▶ _Data for this exercise_:
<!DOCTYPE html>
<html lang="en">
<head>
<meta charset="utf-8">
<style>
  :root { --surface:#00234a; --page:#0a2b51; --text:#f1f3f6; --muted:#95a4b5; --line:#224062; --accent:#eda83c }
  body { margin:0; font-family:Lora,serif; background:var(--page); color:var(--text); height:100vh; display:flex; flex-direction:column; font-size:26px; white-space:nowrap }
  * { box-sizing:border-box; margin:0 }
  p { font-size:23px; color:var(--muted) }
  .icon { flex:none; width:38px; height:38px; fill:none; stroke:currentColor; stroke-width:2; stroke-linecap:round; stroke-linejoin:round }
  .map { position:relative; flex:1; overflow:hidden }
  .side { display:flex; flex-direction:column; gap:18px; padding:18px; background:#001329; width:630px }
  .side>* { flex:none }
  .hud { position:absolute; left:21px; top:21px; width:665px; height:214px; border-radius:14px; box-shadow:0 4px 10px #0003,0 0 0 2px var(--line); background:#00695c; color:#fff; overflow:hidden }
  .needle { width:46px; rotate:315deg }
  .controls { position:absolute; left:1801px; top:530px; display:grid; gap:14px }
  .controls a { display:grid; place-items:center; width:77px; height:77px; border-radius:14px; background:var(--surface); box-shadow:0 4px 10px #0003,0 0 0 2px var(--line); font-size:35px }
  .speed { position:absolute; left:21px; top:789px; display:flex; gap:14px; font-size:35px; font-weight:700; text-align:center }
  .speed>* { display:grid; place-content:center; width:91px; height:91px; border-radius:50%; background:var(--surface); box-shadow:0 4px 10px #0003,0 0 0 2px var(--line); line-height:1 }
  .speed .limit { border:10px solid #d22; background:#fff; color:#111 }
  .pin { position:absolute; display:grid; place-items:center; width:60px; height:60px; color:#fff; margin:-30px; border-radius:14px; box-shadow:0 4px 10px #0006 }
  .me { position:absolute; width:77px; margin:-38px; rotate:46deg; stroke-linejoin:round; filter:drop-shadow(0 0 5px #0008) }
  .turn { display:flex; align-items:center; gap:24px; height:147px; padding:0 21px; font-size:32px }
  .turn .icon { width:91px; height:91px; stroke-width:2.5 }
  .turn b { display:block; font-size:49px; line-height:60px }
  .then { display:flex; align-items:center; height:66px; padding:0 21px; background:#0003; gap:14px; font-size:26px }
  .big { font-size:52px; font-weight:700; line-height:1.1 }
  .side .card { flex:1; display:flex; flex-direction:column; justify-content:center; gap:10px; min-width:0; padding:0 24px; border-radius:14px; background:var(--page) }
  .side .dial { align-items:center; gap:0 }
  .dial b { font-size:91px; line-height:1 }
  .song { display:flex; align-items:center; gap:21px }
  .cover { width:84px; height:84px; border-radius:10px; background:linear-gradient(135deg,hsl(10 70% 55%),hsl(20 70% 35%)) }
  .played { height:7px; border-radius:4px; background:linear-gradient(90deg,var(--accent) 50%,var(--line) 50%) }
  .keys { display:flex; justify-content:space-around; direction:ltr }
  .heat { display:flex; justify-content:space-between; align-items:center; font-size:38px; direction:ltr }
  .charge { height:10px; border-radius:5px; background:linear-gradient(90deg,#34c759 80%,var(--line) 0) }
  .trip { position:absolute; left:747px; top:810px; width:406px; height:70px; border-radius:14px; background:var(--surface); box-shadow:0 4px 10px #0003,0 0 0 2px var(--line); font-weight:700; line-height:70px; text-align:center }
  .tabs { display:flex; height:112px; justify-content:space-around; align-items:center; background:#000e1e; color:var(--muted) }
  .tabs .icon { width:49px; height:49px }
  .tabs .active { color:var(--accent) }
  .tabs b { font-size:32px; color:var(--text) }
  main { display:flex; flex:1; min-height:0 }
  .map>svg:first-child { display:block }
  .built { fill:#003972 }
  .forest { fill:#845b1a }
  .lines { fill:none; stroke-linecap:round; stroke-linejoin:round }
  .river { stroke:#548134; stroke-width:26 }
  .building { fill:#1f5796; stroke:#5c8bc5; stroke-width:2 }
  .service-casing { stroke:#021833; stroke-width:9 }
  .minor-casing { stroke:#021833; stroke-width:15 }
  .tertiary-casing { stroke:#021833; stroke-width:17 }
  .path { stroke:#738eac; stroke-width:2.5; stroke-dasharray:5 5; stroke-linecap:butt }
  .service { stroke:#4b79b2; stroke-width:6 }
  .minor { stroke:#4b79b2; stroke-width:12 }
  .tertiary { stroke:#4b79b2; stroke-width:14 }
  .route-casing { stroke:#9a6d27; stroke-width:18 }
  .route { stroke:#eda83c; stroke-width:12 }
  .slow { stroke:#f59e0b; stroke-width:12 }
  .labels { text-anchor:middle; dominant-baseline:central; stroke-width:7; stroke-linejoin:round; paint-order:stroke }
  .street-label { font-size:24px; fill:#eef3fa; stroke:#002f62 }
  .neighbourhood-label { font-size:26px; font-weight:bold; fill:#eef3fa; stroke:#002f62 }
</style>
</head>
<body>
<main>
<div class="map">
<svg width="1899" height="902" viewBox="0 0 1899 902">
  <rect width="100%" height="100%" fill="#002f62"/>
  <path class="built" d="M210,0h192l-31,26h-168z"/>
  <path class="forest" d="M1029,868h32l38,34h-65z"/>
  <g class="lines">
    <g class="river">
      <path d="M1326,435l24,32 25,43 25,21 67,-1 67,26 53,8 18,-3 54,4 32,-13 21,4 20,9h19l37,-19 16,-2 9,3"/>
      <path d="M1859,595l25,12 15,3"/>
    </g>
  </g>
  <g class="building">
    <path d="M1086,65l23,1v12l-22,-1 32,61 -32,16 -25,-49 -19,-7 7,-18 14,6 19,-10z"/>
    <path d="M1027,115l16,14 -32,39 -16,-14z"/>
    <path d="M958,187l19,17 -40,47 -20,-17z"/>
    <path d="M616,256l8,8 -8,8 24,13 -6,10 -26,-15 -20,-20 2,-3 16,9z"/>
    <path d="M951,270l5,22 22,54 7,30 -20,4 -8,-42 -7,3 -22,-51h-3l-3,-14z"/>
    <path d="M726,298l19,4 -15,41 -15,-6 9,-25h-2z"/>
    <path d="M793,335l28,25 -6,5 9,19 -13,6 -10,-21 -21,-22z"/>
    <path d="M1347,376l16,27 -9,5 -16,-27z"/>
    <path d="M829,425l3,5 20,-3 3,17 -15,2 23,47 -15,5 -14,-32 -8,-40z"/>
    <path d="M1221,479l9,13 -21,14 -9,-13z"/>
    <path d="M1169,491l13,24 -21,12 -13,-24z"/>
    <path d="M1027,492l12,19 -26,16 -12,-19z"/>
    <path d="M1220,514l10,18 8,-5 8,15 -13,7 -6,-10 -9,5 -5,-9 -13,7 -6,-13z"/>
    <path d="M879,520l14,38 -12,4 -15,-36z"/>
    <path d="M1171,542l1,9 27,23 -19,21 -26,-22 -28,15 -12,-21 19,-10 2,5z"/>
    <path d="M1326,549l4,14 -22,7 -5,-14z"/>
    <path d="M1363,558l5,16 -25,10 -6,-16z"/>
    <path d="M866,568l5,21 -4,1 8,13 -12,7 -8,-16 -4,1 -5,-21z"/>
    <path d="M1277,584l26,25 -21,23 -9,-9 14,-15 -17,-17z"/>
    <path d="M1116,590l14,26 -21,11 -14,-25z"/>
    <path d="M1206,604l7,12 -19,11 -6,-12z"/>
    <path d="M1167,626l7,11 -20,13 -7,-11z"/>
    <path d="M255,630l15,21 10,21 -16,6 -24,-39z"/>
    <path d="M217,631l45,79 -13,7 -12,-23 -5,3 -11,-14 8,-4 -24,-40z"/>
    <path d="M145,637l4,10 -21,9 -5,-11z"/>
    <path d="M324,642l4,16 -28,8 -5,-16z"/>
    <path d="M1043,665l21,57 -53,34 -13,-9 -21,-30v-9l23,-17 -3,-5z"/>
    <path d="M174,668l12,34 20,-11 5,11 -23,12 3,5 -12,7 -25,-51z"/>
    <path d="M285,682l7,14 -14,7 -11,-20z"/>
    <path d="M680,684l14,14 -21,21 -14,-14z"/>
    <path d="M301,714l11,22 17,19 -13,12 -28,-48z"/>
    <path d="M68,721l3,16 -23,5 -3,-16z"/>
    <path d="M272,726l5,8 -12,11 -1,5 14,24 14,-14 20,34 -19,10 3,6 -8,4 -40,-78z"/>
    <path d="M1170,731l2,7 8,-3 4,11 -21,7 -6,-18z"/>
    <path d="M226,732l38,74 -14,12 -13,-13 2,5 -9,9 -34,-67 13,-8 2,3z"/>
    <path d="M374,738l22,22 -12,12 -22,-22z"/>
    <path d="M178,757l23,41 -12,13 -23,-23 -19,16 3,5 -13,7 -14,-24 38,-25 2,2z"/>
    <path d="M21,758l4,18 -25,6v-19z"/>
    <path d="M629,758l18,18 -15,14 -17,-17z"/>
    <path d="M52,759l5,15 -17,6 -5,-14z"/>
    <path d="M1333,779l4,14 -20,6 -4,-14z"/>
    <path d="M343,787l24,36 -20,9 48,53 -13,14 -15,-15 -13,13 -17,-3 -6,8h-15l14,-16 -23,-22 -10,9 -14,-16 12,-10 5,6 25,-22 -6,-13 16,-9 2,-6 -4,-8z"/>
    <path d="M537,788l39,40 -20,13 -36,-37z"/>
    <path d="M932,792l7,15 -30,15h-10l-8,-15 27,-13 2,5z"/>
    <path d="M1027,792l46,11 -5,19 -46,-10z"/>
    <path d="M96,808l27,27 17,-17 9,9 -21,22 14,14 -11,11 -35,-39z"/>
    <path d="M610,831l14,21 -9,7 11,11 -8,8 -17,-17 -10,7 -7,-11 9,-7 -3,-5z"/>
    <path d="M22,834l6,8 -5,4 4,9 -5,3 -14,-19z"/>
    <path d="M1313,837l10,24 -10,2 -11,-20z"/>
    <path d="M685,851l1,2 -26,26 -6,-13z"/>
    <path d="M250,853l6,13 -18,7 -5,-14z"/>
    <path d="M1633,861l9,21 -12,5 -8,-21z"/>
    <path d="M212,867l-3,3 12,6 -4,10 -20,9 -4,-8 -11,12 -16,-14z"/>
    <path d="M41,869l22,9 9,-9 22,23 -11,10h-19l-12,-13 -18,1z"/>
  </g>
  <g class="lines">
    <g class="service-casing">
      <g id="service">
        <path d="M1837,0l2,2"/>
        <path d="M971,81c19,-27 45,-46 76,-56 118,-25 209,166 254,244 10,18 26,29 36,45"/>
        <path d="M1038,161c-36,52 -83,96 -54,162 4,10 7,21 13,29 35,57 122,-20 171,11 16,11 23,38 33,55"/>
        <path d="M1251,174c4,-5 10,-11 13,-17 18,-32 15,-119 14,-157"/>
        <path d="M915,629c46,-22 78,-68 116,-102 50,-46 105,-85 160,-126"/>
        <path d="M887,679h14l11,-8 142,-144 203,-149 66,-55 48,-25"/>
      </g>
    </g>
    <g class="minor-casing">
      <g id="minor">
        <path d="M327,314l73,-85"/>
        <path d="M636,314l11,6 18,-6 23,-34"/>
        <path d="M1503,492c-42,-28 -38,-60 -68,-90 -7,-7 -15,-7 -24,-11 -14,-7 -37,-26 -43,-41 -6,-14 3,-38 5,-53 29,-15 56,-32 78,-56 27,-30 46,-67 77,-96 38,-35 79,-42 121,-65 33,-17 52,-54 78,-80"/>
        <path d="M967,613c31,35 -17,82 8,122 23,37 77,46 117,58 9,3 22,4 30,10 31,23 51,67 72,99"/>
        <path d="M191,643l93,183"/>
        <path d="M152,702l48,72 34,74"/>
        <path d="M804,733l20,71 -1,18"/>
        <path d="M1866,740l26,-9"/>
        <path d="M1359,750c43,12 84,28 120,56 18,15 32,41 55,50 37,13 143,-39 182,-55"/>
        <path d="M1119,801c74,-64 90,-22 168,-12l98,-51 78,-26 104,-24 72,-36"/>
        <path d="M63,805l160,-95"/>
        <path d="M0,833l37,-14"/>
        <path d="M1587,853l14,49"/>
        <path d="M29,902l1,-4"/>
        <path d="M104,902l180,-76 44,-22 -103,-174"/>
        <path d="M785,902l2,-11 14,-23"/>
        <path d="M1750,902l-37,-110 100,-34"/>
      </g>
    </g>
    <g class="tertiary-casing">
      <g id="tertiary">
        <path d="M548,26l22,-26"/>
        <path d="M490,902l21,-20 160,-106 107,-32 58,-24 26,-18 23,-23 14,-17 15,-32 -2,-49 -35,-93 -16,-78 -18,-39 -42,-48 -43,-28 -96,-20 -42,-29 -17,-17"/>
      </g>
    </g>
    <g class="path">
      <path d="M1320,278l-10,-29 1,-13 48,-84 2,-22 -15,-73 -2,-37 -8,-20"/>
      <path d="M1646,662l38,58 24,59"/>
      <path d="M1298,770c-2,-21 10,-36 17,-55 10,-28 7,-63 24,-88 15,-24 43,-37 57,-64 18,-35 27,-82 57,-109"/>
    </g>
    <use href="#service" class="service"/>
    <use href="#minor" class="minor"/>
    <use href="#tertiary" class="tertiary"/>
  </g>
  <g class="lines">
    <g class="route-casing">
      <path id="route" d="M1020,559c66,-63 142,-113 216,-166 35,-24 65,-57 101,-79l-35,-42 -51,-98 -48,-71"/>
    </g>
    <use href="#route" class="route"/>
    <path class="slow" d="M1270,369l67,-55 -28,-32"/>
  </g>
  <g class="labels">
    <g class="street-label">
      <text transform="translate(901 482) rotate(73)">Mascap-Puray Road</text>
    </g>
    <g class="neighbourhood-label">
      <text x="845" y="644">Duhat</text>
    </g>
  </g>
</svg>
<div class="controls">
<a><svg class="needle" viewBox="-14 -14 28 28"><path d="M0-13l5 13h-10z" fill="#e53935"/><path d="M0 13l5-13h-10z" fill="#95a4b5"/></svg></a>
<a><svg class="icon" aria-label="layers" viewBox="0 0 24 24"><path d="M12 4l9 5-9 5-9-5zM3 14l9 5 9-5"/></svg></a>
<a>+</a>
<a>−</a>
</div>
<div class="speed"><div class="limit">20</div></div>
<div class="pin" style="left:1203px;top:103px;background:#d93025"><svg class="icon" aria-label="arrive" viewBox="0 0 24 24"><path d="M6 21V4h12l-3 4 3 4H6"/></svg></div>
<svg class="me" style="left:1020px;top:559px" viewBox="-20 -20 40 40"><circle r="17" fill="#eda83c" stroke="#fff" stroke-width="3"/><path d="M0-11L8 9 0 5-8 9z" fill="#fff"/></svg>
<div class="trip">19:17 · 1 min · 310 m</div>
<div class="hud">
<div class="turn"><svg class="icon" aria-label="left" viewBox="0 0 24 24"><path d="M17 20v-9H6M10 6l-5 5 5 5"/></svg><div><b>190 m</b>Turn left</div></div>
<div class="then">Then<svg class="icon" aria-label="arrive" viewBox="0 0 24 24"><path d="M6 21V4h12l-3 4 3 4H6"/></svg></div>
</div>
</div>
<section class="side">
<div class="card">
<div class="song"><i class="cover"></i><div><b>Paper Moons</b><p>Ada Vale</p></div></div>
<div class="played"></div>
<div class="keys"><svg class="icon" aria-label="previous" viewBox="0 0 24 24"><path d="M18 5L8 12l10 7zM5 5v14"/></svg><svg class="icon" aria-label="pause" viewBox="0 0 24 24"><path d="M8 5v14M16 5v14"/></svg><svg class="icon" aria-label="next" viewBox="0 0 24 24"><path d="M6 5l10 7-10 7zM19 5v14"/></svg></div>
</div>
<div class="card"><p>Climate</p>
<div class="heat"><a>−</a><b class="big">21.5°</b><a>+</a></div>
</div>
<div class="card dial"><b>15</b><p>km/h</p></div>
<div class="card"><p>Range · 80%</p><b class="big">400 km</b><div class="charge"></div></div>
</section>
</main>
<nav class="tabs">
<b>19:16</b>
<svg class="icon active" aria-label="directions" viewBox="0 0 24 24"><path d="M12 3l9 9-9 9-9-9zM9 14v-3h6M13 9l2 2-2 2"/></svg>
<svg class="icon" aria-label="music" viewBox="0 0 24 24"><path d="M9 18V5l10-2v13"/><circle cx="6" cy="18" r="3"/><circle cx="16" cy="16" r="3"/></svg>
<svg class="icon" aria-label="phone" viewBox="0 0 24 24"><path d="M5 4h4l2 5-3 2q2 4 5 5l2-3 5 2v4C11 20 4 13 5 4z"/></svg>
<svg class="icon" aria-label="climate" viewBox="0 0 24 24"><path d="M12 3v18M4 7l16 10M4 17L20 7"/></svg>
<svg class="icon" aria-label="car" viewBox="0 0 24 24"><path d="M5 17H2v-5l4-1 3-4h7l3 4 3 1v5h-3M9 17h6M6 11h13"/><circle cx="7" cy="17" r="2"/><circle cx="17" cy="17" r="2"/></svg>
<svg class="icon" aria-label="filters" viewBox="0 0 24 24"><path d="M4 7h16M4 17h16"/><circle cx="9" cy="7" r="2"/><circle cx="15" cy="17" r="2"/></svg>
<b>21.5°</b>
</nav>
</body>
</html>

▶ _Goal of the exercise_: Read the listing line by line, and copy each line in which the word "overflow" is found.

▶ _Final answer_:
  .map { position:relative; flex:1; overflow:hidden }
  .hud { position:absolute; left:21px; top:21px; width:665px; height:214px; border-radius:14px; box-shadow:0 4px 10px #0003,0 0 0 2px var(--line); background:#00695c; color:#fff; overflow:hidden }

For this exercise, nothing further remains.